■ About this exercise
All of the data below should be written out exactly.

■ Record extracts
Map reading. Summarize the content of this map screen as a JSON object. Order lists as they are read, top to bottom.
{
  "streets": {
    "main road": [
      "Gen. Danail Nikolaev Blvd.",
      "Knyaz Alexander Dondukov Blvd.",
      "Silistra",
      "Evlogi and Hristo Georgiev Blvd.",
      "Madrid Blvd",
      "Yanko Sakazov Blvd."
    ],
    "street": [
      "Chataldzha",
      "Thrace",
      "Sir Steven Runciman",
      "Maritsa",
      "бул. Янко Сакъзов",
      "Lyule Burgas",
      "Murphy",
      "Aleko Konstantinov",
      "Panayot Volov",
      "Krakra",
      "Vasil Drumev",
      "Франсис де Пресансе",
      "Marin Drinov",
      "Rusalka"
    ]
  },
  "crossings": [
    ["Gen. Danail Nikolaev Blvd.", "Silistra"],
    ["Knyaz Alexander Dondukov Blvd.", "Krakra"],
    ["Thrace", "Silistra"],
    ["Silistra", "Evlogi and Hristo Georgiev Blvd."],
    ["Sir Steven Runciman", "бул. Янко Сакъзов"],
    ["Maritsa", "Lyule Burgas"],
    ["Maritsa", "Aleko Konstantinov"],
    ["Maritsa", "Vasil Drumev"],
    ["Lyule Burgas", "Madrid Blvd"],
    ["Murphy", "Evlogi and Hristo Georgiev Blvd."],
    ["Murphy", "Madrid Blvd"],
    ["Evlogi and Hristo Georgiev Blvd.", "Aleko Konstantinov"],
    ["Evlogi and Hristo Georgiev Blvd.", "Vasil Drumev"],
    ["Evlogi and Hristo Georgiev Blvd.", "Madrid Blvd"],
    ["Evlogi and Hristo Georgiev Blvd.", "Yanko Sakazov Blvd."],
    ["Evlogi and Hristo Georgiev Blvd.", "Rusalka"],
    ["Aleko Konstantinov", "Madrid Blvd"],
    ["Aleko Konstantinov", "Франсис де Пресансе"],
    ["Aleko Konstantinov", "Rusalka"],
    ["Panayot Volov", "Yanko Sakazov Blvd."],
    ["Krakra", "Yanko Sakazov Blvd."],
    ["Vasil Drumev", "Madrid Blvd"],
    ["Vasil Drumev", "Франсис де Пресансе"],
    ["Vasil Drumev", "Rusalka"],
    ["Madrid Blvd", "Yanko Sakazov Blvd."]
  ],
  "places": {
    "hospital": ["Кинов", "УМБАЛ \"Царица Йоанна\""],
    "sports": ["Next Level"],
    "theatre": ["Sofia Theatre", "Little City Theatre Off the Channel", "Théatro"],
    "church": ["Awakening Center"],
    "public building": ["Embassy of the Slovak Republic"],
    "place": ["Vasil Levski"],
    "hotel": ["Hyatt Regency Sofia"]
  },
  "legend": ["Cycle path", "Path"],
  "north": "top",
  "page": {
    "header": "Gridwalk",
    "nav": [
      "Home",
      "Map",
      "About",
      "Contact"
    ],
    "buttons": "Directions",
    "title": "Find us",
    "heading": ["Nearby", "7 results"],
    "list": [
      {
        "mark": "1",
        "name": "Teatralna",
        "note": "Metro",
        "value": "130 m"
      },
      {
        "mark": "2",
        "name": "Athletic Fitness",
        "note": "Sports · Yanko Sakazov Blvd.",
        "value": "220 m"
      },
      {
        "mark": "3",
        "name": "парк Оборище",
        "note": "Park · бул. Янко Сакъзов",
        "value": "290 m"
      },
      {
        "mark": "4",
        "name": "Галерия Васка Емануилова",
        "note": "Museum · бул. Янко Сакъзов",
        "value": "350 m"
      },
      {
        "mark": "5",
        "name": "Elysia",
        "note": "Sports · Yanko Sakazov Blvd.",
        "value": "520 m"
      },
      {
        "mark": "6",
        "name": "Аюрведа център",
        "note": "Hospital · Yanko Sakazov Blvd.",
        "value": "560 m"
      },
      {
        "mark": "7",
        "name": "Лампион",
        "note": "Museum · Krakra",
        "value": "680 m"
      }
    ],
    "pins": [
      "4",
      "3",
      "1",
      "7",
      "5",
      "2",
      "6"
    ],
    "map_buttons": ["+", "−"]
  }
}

■ Output for this exercise
Map reading. Summarize the content of this map screen as a JSON object. Order lists as they are read, top to bottom.
{
  "streets": {
    "main road": [
      "Gen. Danail Nikolaev Blvd.",
      "Knyaz Alexander Dondukov Blvd.",
      "Silistra",
      "Evlogi and Hristo Georgiev Blvd.",
      "Madrid Blvd",
      "Yanko Sakazov Blvd."
    ],
    "street": [
      "Chataldzha",
      "Thrace",
      "Sir Steven Runciman",
      "Maritsa",
      "бул. Янко Сакъзов",
      "Lyule Burgas",
      "Murphy",
      "Aleko Konstantinov",
      "Panayot Volov",
      "Krakra",
      "Vasil Drumev",
      "Франсис де Пресансе",
      "Marin Drinov",
      "Rusalka"
    ]
  },
  "crossings": [
    ["Gen. Danail Nikolaev Blvd.", "Silistra"],
    ["Knyaz Alexander Dondukov Blvd.", "Krakra"],
    ["Thrace", "Silistra"],
    ["Silistra", "Evlogi and Hristo Georgiev Blvd."],
    ["Sir Steven Runciman", "бул. Янко Сакъзов"],
    ["Maritsa", "Lyule Burgas"],
    ["Maritsa", "Aleko Konstantinov"],
    ["Maritsa", "Vasil Drumev"],
    ["Lyule Burgas", "Madrid Blvd"],
    ["Murphy", "Evlogi and Hristo Georgiev Blvd."],
    ["Murphy", "Madrid Blvd"],
    ["Evlogi and Hristo Georgiev Blvd.", "Aleko Konstantinov"],
    ["Evlogi and Hristo Georgiev Blvd.", "Vasil Drumev"],
    ["Evlogi and Hristo Georgiev Blvd.", "Madrid Blvd"],
    ["Evlogi and Hristo Georgiev Blvd.", "Yanko Sakazov Blvd."],
    ["Evlogi and Hristo Georgiev Blvd.", "Rusalka"],
    ["Aleko Konstantinov", "Madrid Blvd"],
    ["Aleko Konstantinov", "Франсис де Пресансе"],
    ["Aleko Konstantinov", "Rusalka"],
    ["Panayot Volov", "Yanko Sakazov Blvd."],
    ["Krakra", "Yanko Sakazov Blvd."],
    ["Vasil Drumev", "Madrid Blvd"],
    ["Vasil Drumev", "Франсис де Пресансе"],
    ["Vasil Drumev", "Rusalka"],
    ["Madrid Blvd", "Yanko Sakazov Blvd."]
  ],
  "places": {
    "hospital": ["Кинов", "УМБАЛ \"Царица Йоанна\""],
    "sports": ["Next Level"],
    "theatre": ["Sofia Theatre", "Little City Theatre Off the Channel", "Théatro"],
    "church": ["Awakening Center"],
    "public building": ["Embassy of the Slovak Republic"],
    "place": ["Vasil Levski"],
    "hotel": ["Hyatt Regency Sofia"]
  },
  "legend": ["Cycle path", "Path"],
  "north": "top",
  "page": {
    "header": "Gridwalk",
    "nav": [
      "Home",
      "Map",
      "About",
      "Contact"
    ],
    "buttons": "Directions",
    "title": "Find us",
    "heading": ["Nearby", "7 results"],
    "list": [
      {
        "mark": "1",
        "name": "Teatralna",
        "note": "Metro",
        "value": "130 m"
      },
      {
        "mark": "2",
        "name": "Athletic Fitness",
        "note": "Sports · Yanko Sakazov Blvd.",
        "value": "220 m"
      },
      {
        "mark": "3",
        "name": "парк Оборище",
        "note": "Park · бул. Янко Сакъзов",
        "value": "290 m"
      },
      {
        "mark": "4",
        "name": "Галерия Васка Емануилова",
        "note": "Museum · бул. Янко Сакъзов",
        "value": "350 m"
      },
      {
        "mark": "5",
        "name": "Elysia",
        "note": "Sports · Yanko Sakazov Blvd.",
        "value": "520 m"
      },
      {
        "mark": "6",
        "name": "Аюрведа център",
        "note": "Hospital · Yanko Sakazov Blvd.",
        "value": "560 m"
      },
      {
        "mark": "7",
        "name": "Лампион",
        "note": "Museum · Krakra",
        "value": "680 m"
      }
    ],
    "pins": [
      "4",
      "3",
      "1",
      "7",
      "5",
      "2",
      "6"
    ],
    "map_buttons": ["+", "−"]
  }
}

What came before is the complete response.